Quote Originally Posted by Chubistian View Post
I just bought this volume which has ASM 224 to 251 and Annuals 16 & 17, so I’m finally going to experience the original Hobgoblin (and Stern’s run). As a kid, I didn’t know there were different Hobgoblins, and later on I discovered I had been exposed to Macendale more than to Kingsley. I’m pretty hyped for this reading. I’m also buying some Slott’s issues from time to time, and I like what I see about Roderick, though using others to impersonate him is becoming a cliche to make fun of
Jason Macendale in fact has been continuously the Hobgoblin for a longer period of time than Kingsley and it was Macendale's Hobgoblin that showed up in the Fox Cartoon.

Incidentally Jason Macendale's first artist was none other than...Steve Ditko. When he first appeared in Machine Man, it was Ditko who drew him and co-created him but he wasn't Hobgoblin then. They made him Hobgoblin in #289 after they ended the original mystery by saying it was Ned Leeds and Macendale became Hobgoblin's legacy character, basically a way to keep the identity by jettisoning the mystery.

So in a larger sense, Macendale's lineage as the Hobgoblin is truer than Kingsley.
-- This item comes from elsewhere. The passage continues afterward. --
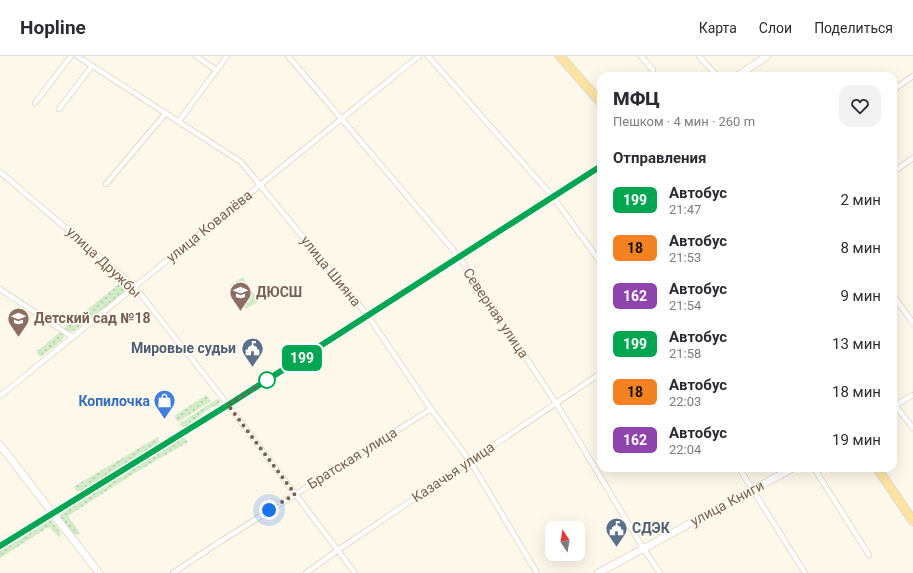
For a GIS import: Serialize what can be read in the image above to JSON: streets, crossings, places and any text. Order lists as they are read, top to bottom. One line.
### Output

He was the first Hobgoblin who was adapted to another medium, he was co-created by Ditko, he appeared as the Hobgoblin continuously for ten years. Whereas Roderick Kingsley was this mystery character that most fans didn't care about until Roger Stern's Hobgoblin Lives and when Kingsley came back in the same year that Norman was resurrected, and then you had Goblins at the Gate which established Norman as the Alpha Goblin, so Kingsley returned as Kingsley and became a minor and underused part of Spider-Man's rogues.